(INPUT begins)

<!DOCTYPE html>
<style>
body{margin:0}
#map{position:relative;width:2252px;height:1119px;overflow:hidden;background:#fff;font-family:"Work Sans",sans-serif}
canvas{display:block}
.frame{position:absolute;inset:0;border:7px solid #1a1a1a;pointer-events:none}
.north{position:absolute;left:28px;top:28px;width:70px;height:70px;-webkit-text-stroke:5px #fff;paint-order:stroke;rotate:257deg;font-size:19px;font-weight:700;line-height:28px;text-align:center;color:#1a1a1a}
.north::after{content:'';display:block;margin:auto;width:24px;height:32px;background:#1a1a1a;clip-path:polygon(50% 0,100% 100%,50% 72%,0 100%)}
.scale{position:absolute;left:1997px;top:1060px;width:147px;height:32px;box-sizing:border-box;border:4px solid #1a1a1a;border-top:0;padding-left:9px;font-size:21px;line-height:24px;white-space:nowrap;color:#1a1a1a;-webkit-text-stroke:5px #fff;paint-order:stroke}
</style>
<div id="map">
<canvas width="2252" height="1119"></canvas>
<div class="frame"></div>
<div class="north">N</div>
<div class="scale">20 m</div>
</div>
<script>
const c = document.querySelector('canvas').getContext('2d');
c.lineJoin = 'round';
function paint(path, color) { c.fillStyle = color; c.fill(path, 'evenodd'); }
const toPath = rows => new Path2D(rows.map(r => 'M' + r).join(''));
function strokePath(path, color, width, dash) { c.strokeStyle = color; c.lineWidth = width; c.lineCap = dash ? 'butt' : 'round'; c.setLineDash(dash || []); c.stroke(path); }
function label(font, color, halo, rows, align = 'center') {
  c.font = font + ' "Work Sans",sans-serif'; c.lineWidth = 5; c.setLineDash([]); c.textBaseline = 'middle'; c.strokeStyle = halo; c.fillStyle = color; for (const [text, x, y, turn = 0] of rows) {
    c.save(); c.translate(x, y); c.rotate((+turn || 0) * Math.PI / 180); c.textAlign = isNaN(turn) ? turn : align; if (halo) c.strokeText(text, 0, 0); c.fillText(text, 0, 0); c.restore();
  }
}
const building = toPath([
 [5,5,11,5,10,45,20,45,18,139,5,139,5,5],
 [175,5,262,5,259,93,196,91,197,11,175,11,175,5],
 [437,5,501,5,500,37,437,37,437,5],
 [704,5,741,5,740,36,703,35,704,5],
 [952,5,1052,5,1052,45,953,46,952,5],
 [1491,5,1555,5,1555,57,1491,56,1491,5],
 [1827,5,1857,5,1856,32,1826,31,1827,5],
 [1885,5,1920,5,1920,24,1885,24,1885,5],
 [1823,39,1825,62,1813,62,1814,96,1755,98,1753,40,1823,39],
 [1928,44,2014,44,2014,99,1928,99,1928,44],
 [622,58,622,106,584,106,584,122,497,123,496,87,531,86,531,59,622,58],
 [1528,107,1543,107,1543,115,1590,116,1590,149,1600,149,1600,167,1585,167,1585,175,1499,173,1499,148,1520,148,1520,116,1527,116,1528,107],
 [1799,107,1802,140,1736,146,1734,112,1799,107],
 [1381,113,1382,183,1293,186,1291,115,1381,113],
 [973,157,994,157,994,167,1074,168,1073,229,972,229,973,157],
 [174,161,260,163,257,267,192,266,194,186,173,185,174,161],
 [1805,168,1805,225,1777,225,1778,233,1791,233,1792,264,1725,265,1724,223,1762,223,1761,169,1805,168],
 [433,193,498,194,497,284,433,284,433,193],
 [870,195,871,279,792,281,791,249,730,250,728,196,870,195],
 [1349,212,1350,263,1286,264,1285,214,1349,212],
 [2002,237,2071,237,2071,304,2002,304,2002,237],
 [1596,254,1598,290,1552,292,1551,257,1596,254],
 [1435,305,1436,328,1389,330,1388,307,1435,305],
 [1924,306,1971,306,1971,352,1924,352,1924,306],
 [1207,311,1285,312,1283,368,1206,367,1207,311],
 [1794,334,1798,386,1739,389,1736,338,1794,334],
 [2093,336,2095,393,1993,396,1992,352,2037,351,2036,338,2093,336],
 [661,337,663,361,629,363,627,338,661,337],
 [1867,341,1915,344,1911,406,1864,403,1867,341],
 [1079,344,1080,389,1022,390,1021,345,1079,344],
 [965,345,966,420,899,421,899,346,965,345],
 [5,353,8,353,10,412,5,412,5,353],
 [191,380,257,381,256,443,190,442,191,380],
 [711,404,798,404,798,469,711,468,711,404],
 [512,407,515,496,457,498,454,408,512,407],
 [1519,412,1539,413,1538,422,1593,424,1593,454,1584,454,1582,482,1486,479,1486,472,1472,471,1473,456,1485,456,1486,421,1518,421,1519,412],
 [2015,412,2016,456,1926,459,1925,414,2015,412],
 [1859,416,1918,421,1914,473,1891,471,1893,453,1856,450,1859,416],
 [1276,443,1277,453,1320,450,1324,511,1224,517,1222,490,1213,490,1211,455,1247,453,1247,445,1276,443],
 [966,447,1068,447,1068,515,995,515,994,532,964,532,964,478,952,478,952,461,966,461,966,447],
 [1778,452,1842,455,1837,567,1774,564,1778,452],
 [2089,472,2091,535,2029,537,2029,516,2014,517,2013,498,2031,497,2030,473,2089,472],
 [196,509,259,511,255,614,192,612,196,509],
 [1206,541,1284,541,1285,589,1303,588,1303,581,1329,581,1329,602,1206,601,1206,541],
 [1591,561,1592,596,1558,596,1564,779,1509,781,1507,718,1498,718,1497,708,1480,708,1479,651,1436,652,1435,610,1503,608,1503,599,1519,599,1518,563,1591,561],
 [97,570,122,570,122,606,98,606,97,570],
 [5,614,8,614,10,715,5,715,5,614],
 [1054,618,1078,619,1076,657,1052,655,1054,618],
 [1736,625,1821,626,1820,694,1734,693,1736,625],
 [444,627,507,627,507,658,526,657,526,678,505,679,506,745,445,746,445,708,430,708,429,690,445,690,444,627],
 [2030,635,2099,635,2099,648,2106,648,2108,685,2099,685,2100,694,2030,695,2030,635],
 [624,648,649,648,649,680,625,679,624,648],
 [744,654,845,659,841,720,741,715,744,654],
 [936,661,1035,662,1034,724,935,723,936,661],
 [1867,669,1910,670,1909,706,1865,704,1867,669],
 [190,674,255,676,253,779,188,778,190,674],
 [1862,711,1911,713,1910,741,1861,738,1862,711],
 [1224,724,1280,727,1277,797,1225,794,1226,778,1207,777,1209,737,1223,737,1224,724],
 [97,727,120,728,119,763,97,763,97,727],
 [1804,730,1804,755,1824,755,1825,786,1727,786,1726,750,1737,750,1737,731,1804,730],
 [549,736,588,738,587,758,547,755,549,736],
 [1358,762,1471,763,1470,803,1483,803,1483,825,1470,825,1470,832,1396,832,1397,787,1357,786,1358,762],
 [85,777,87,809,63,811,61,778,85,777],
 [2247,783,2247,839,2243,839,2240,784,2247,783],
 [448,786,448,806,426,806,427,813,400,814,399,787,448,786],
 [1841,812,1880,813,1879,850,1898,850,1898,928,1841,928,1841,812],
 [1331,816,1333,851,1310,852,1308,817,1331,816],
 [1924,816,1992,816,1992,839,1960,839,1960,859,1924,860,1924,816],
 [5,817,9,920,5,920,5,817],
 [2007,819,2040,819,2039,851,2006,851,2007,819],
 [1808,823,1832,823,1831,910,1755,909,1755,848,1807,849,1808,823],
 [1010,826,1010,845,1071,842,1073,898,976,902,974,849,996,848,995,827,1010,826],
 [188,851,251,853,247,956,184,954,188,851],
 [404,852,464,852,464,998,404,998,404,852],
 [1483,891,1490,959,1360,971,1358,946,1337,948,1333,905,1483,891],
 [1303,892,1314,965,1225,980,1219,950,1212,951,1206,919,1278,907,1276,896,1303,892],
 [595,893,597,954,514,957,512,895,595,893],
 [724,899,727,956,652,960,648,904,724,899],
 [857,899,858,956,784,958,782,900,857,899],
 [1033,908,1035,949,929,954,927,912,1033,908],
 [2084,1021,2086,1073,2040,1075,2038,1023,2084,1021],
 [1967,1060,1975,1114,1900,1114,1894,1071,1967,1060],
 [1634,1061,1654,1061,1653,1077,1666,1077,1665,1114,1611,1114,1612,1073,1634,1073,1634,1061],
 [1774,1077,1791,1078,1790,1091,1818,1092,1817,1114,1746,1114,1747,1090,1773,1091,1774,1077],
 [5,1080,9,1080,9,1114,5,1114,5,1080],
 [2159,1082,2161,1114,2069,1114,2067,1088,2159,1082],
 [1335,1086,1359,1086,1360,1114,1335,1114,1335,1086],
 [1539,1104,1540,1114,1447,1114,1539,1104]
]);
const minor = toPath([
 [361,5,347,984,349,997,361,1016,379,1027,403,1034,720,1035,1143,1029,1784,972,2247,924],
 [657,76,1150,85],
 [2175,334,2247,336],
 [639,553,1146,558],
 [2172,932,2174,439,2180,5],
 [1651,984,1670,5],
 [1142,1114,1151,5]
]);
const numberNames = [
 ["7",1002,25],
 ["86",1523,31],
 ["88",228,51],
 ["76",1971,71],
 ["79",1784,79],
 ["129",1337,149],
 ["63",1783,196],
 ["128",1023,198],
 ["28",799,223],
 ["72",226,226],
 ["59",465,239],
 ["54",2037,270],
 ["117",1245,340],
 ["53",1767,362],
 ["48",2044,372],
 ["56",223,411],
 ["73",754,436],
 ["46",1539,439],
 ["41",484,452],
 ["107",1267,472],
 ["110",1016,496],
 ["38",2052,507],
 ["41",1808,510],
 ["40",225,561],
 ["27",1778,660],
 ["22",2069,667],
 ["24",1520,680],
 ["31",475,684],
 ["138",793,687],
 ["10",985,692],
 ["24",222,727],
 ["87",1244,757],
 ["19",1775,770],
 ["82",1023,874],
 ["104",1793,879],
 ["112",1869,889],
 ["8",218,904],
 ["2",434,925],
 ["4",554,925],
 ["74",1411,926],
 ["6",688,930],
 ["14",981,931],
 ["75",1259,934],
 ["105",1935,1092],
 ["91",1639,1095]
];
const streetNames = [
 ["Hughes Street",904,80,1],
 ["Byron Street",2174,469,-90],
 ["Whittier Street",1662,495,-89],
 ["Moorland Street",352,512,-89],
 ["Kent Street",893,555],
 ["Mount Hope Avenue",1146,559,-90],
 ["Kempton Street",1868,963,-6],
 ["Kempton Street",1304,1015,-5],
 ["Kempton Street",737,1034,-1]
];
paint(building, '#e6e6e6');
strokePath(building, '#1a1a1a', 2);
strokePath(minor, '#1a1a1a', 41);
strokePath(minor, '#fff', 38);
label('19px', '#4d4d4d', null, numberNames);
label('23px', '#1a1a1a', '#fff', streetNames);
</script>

(INPUT ends)

WORK INSTRUCTION: When you reach the line that contains "0,100% 100%,50% 72%,0", stop; that line and every line before it, from the very first line of the data, should be restated word for word.

RESPONSE AREA:
<!DOCTYPE html>
<style>
body{margin:0}
#map{position:relative;width:2252px;height:1119px;overflow:hidden;background:#fff;font-family:"Work Sans",sans-serif}
canvas{display:block}
.frame{position:absolute;inset:0;border:7px solid #1a1a1a;pointer-events:none}
.north{position:absolute;left:28px;top:28px;width:70px;height:70px;-webkit-text-stroke:5px #fff;paint-order:stroke;rotate:257deg;font-size:19px;font-weight:700;line-height:28px;text-align:center;color:#1a1a1a}
.north::after{content:'';display:block;margin:auto;width:24px;height:32px;background:#1a1a1a;clip-path:polygon(50% 0,100% 100%,50% 72%,0 100%)}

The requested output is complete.